Limlit of $\frac{x-x\ln(1+x)-\ln(1+x)}{x^3+x^2}$ at $0$ without l'Hôpital or Taylor series

Question

I have $f : x \mapsto \frac{\ln(1+x)}{x}$ which derivative is $$\frac{1}{x(1+x)}-\frac{\ln(1+x)}{x^2}$$ I want to find the limit as $x$ goes to $0$ of this derivative. I've tried simplifying the expression to $$\frac{x - x\ln(1+x) - \ln(1+x)}{x^3 + x^2}$$ but I'm still struggling. Also I can't use l'Hôpital or Taylor series. Any help would be appreciated, thanks in advance! (And sorry if I did anything wrong here)

Answer 1

First, you can decompose the first term in your derivative as:

$\frac{1}{x(1+x)} = \frac{1}{x}-\frac{1}{1+x}$.

Second, you can expand the second term using Taylor series:

$\frac{ln(1+x)}{x^2}$

$ = \frac{1}{x^2} \left( x - \frac{x^2}{2} + \frac{x^3}{3} - .. \right)$

$ = \frac{1}{x} - \frac{1}{2} + \frac{x}{3} - $

Putting it together, your derivative is:

$\frac{1}{x}-\frac{1}{1+x} - \frac{1}{x} + \frac{1}{2} - \frac{x}{3} +...$

• The $1/x$ terms cancel out.
• $\lim_{x \rightarrow 0} \frac{1}{1+x} = 1$.
• $\lim_{x \rightarrow 0}$ of all terms with $x$ or higher powers of $x$ in the numerator is 0.

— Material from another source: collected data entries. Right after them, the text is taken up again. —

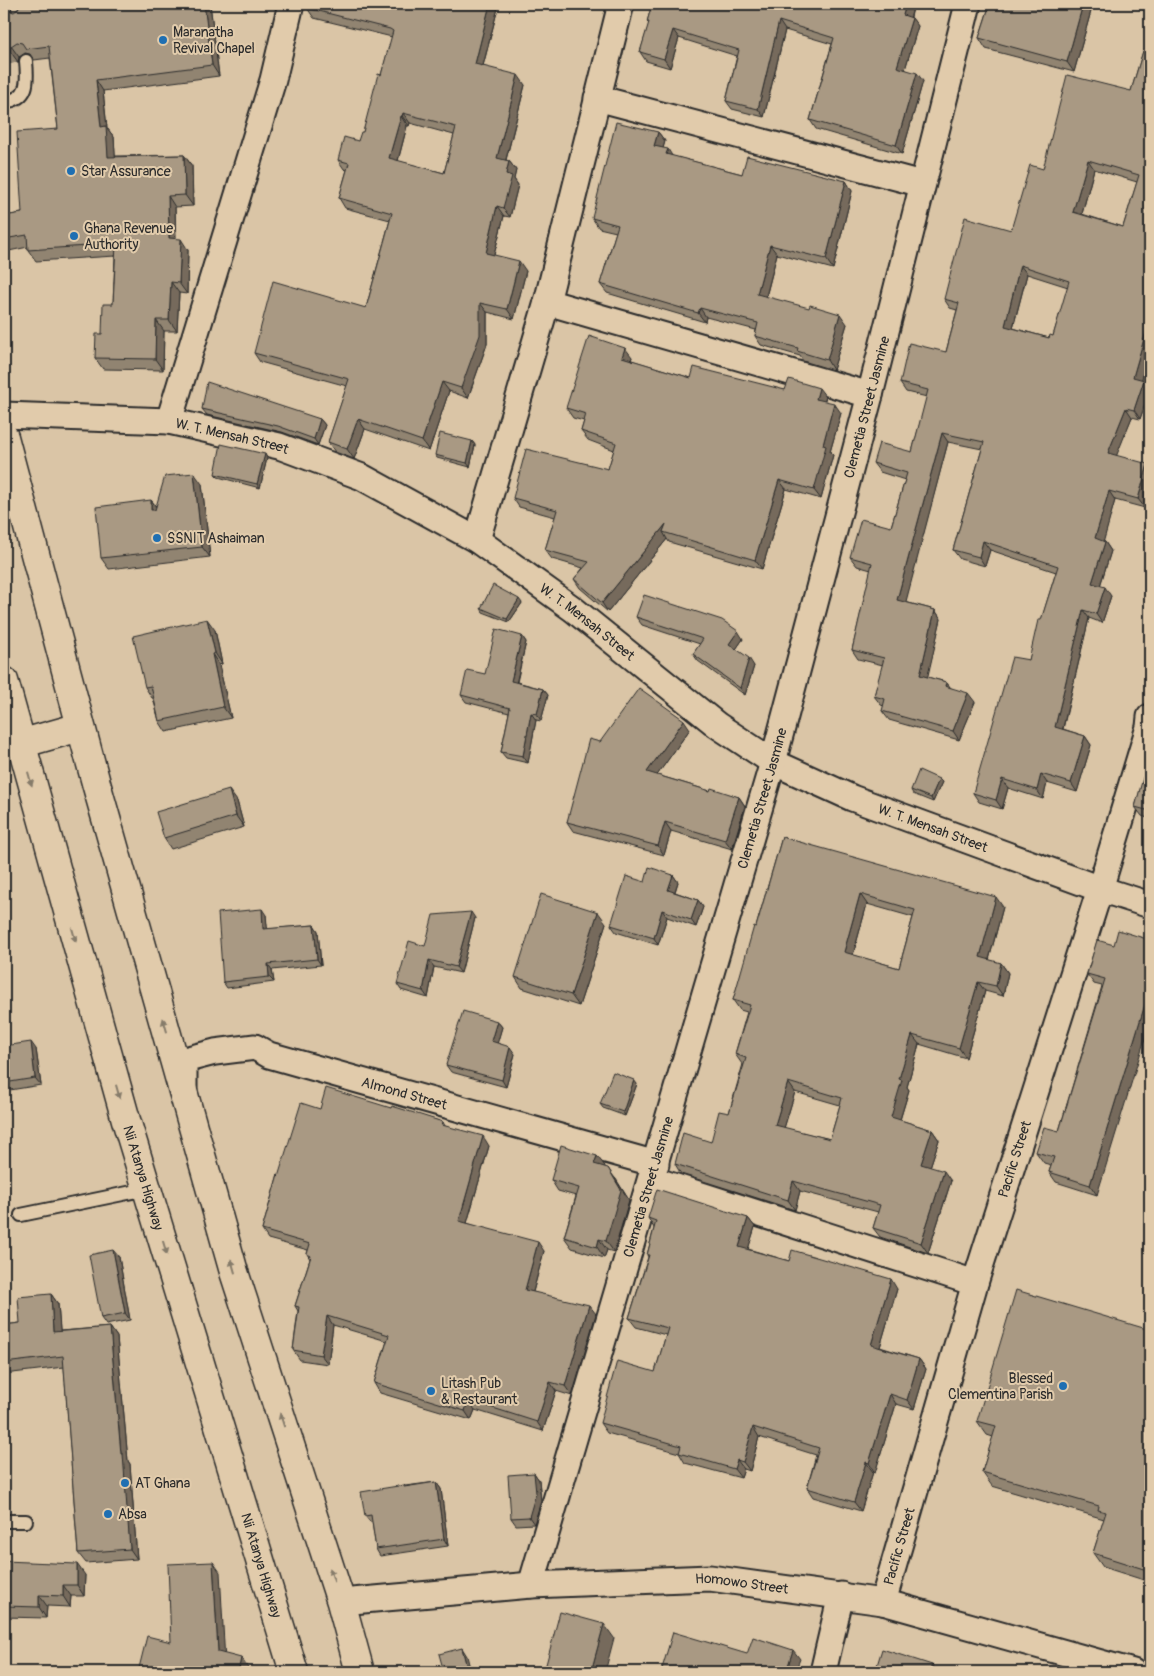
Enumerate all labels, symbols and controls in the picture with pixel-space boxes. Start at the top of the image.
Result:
place label: Maranatha Revival Chapel [173,24,255,57]
marker: Maranatha Revival Chapel [157,34,169,46]
place label: Star Assurance [81,163,171,180]
marker: Star Assurance [65,165,77,177]
place label: Ghana Revenue Authority [84,220,173,253]
marker: Ghana Revenue Authority [68,230,80,242]
street label: Clemetia Street Jasmine [840,334,893,480]
street label: W. T. Mensah Street [174,415,291,458]
place label: SSNIT Ashaiman [167,530,265,547]
marker: SSNIT Ashaiman [151,532,163,544]
street label: W. T. Mensah Street [536,580,638,665]
street label: Clemetia Street Jasmine [734,726,791,871]
one-way arrow [26,771,34,787]
street label: W. T. Mensah Street [876,800,990,856]
one-way arrow [70,928,78,943]
one-way arrow [161,1017,169,1033]
street label: Almond Street [359,1073,449,1114]
one-way arrow [114,1084,122,1100]
street label: Clemetia Street Jasmine [620,1114,677,1259]
street label: Pacific Street [995,1118,1035,1200]
street label: Nii Atanya Highway [119,1123,167,1232]
one-way arrow [161,1240,169,1255]
one-way arrow [228,1258,236,1273]
place label: Blessed Clementina Parish [948,1370,1053,1403]
place label: Litash Pub & Restaurant [441,1375,518,1408]
marker: Blessed Clementina Parish [1057,1380,1069,1392]
marker: Litash Pub & Restaurant [425,1385,437,1397]
one-way arrow [278,1413,286,1428]
place label: AT Ghana [135,1475,190,1492]
marker: AT Ghana [119,1477,131,1489]
street label: Pacific Street [880,1505,919,1587]
place label: Absa [118,1506,147,1523]
marker: Absa [102,1508,114,1520]
street label: Nii Atanya Highway [237,1511,285,1620]
one-way arrow [328,1567,336,1582]
street label: Homowo Street [695,1570,790,1598]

So you are left with $-1 + \frac{1}{2} = -\frac{1}{2}$.

Answer 2

Your original function $f(x)=\frac{\ln(1+x)}{x}$ can be written using the taylor series expansion of $\ln(1+x)$ as follows: $$\ln(1+x)=\sum_{k=1}^{\infty}\frac{(-1)^{k+1}x^{k}}{k}=x-\frac{x^2}{2}+\frac{x^3}{3}-...$$ $$\therefore\frac{\ln(1+x)}{x}=\sum_{k=1}^{\infty}\frac{(-1)^{k+1}x^{k-1}}{k}=\sum_{k=0}^{\infty}\frac{(-1)^{k}x^{k}}{k+1}=1-\frac{x}{2}+\frac{x^2}{3}-...$$ $$\frac{d}{dx}\Bigg(\frac{\ln(1+x)}{x}\Bigg)=\frac{d}{dx}\bigg(1-\frac{x}{2}+\frac{x^2}{3}-...\bigg)=-\frac{1}{2}+\frac{2x}{3}-\frac{3x^2}{4}+...$$ So, $$\lim_{x\to0}\Bigg(\frac{d}{dx}\Bigg(\frac{\ln(1+x)}{x}\Bigg)\Bigg)=\lim_{x\to0}\bigg(-\frac{1}{2}+\frac{2x}{3}-\frac{3x^2}{4}+...\bigg)=\fbox{$-\frac{1}{2}$}$$

Answer 3

$\frac {1}{x(x+1)} - \frac {\ln(x+1)}{x^2} = \frac {d}{dx} \frac {\ln(x+1)}{x}$

At which point I am inclined to use a series

$\frac {d}{dx} (1 - \frac x2 + \cdots)$

as $x$ goes to $0$ equals $-\frac 12$

Without using a series, I have.

$\frac {d}{dx} \frac {\ln(x+1)}{x}$ evaluated at $x = 0$

is $\lim_\limits{h\to 0} \frac{ \ln(1+h) - 1}{h^2}$

Answer 4

Because $\frac{x}{1+x}<ln(1+x)<x$

So when $ x \rightarrow 0+, f(x) \rightarrow 1$

When $x\rightarrow0-$ is similar